Information plays a vital role in successful organizational management. Information management using modern information technology enhances organizational survival and decision-making.
Individuals with ill intentions can utilize any security flaw existing in the organization’s information systems to pursue their selfish interests; this, in other words, can render an organization susceptible to risks, which are costly or lower the integrity of the organization.
Unauthorized computer access is only possible when an organization information security strategies are weak thus leaving an organization’s information resources vulnerable or accessible. When there are loopholes in the information security management system, malicious individuals take advantage of these ostensible flaws to achieve their ill intentions of either stealing or corrupting an organization’s databases.
This paper discusses some of the key threats to an organization’s information security system or the persons that compromise an organizations computer system through unauthorized entry.
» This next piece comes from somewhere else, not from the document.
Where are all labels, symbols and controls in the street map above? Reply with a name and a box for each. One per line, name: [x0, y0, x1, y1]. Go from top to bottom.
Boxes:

Some of the highlighted threats are discontented employees, journalists, and political activists, hackers and information agents.
An organization’s information systems can be compromised in a variety of ways. The most notable being actions by discontented employees. Employees become a threat when they have been laid off or when they have left their jobs voluntarily in search of greener pastures.
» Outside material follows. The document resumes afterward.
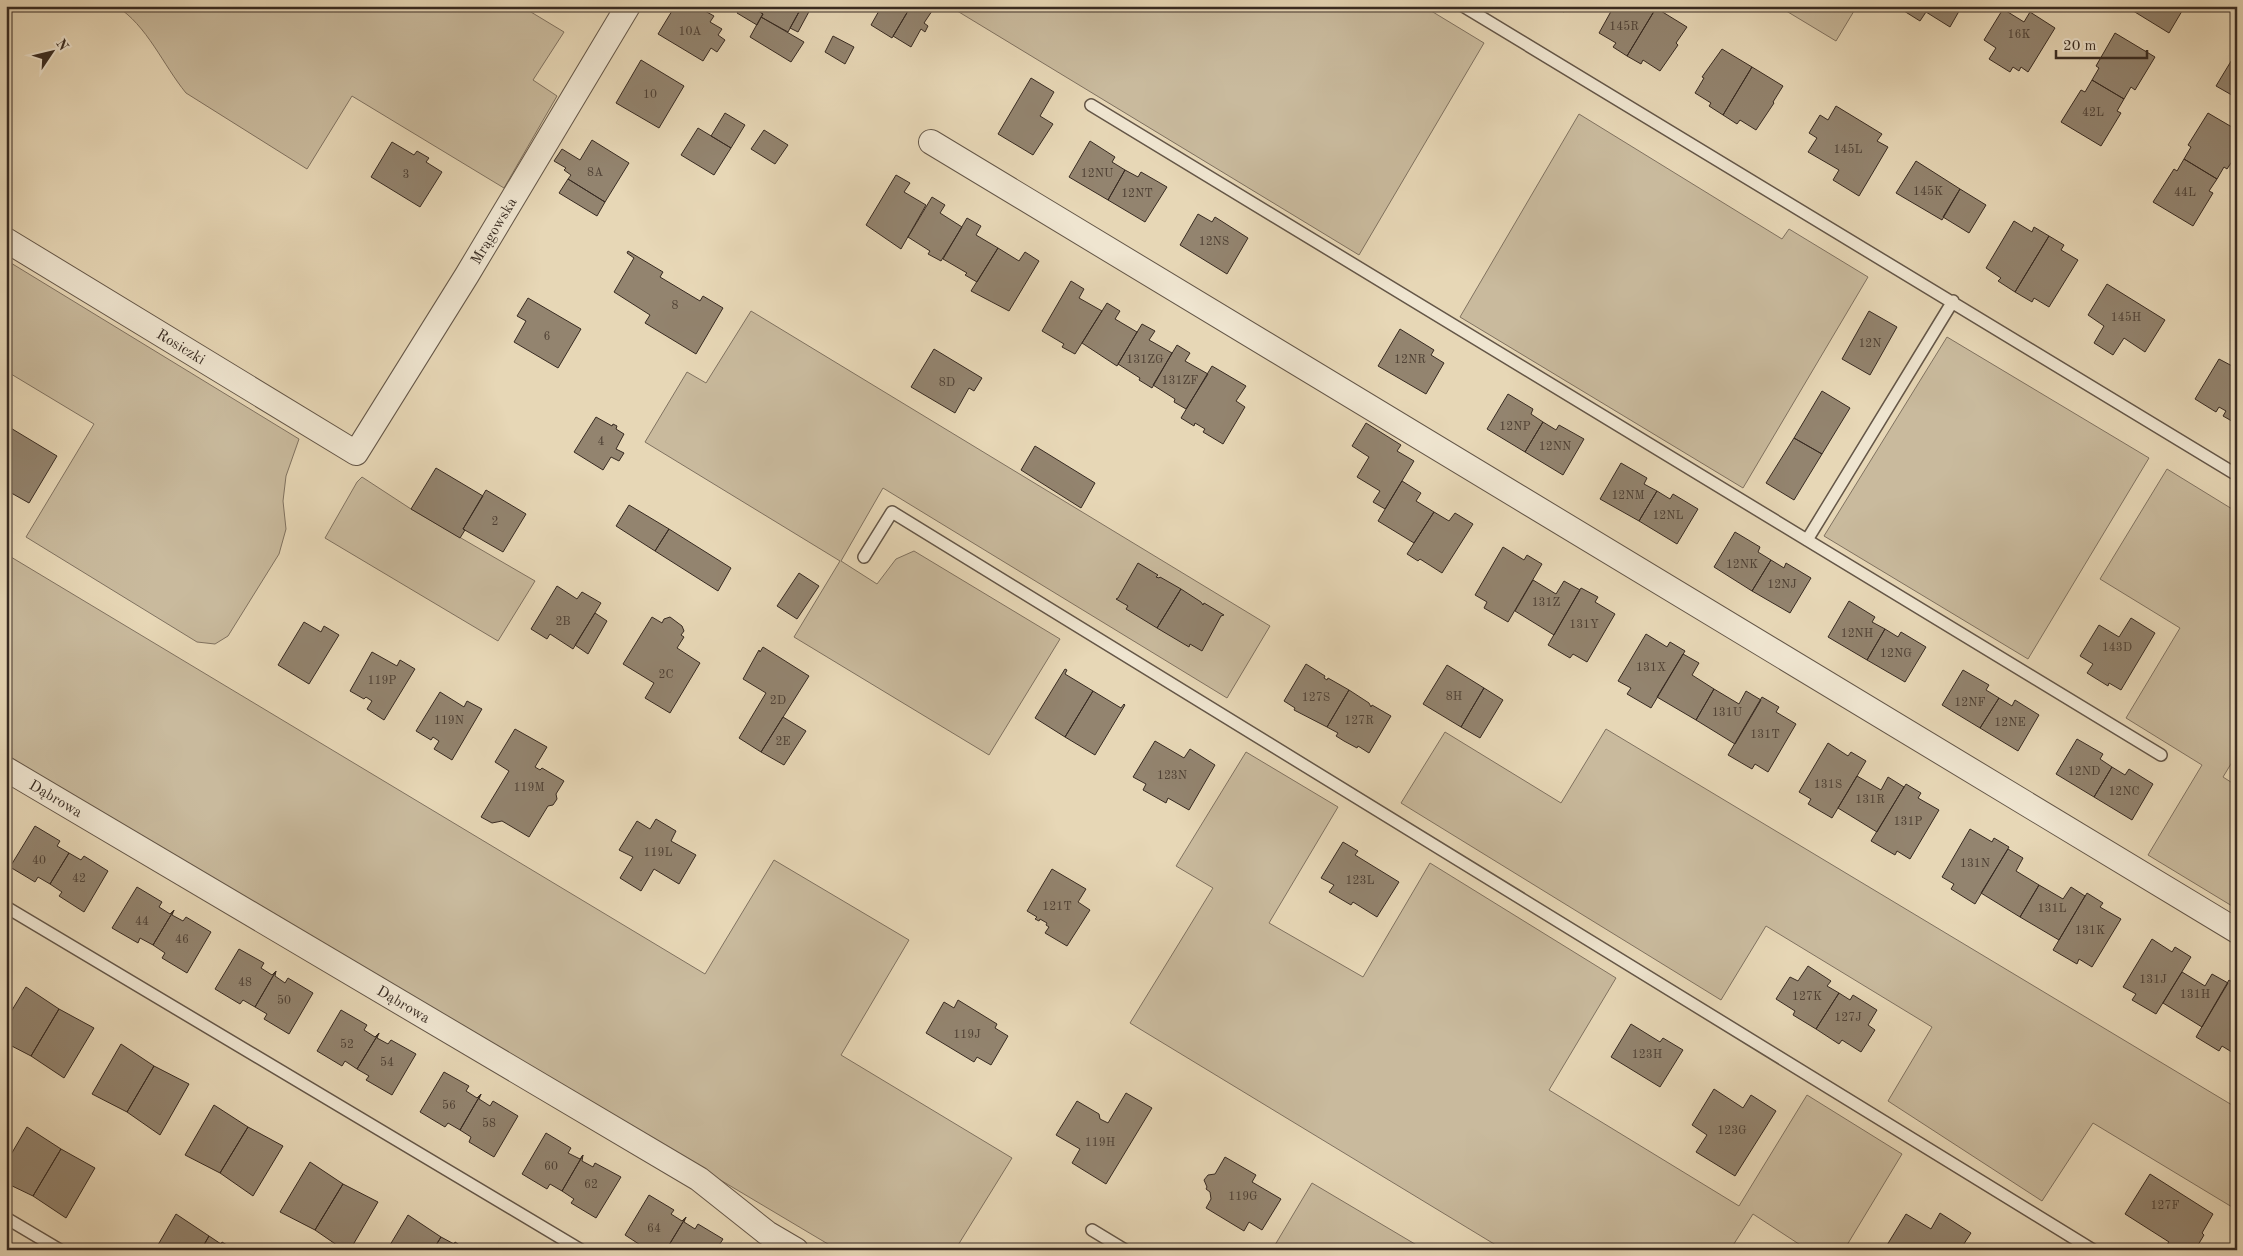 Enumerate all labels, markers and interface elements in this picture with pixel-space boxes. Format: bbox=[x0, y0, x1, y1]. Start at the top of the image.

Such people might attempt to steal information with a motive of using it to exploit the company by selling confidential information to the competitors or to leverage on the same to get a new job. Owing to their familiarity with the computer system employed, such unscrupulous staff stands a better chance of successfully sabotaging, hacking or distorting information (Salehnia, 2002).
Ideally, every organization should have an information security policy. Unfortunately, most companies lack proper policies to govern storage or management of sensitive and confidential information against theft and fraud. One of the most basic and yet reliable measure towards curbing employee related risks is doing an employee audit.
An employee audit can be done electronically or manually to ascertain that no employee is not in custody of vital company information as they leave the company premises. In addition, magnetic chips should be fixed on crucial organization documents such as reports and files to control information movements.
A hacker is an individual who is well equipped with programming skills and uses these technical skills to gain unauthorized access to an organization’s information systems. Hackers do this for personal gigs or monetary gain. Hacking is a serious threat to many organizations’ computer systems. Hackers break into computer systems by compromising the integrity and privacy of data (Cross & Shinder, 2008).
By obtaining this information, they easily use it to trade with interested parties pretending to be the genuine users. Unlike, other security risks, hackers, pose the greatest risk and can completely jeopardize the operations of the firm. However, several measures such as regular change in passwords and encryption of passwords and user names are important in containing the risk.
Journalists and Political Activists
Journalists or political activists might be interested in the operations of an organization with intentions of discrediting or damaging the organization’s reputation. While there are codes of ethics that govern journalism, practical codes vary giving room to substantial overlap in information dissemination.
Thus, some journalist and political activist take advantage of this mostly through bias reporting of facts, misrepresentation of figures and blatant deception to the public. Sometimes they will suppress the information even disregarding facts through mischief. Overly, they attempt to shape and influence the opinion of the public (Bosworth & Kabay, 2002).
These people use subversive tactics to gather proprietary information. This information could be anything from new product ideas, bid information, proposals, marketing strategies or research and any other corporate data.
They penetrate the information system of a given organization with the intention to find information that they can trade. They sell this information to the highest bidder especially in financial or consultancy or brokerage industry. It is, therefore, important for all organizations to exercise vigilance and secure their systems to any such security threats.
It is critical for all organizations to embrace various security strategies to guarantee the safety of vital information and resources in the organization. This can be done by having back up files, changing passwords regularly, use of encryptions, installing antivirus scanners to prevent any unauthorized access to information against persons or foreign software programs.
Physical security such as employing guards, using biometrics doors, and controlling unauthorized access can also be deployed. Finally, each organization requires a meticulously formulate information security policy. Failure to institute measures against information security threats, opens up an organization to much information security threats, which can easily compromise an organization’ information systems.
Bosworth, S & Kabay, M. (2002). Computer Security Handbook. New Jersey, NJ: John Wiley & Sons.
Cross, S. & Shinder, D.L. (2008). Scene of Cybercrime. Burlington, MA: Syngress Press.
Salehnia, A. (2002). Ethical Issues of Information Systems. Hershey, PA: IRM Press.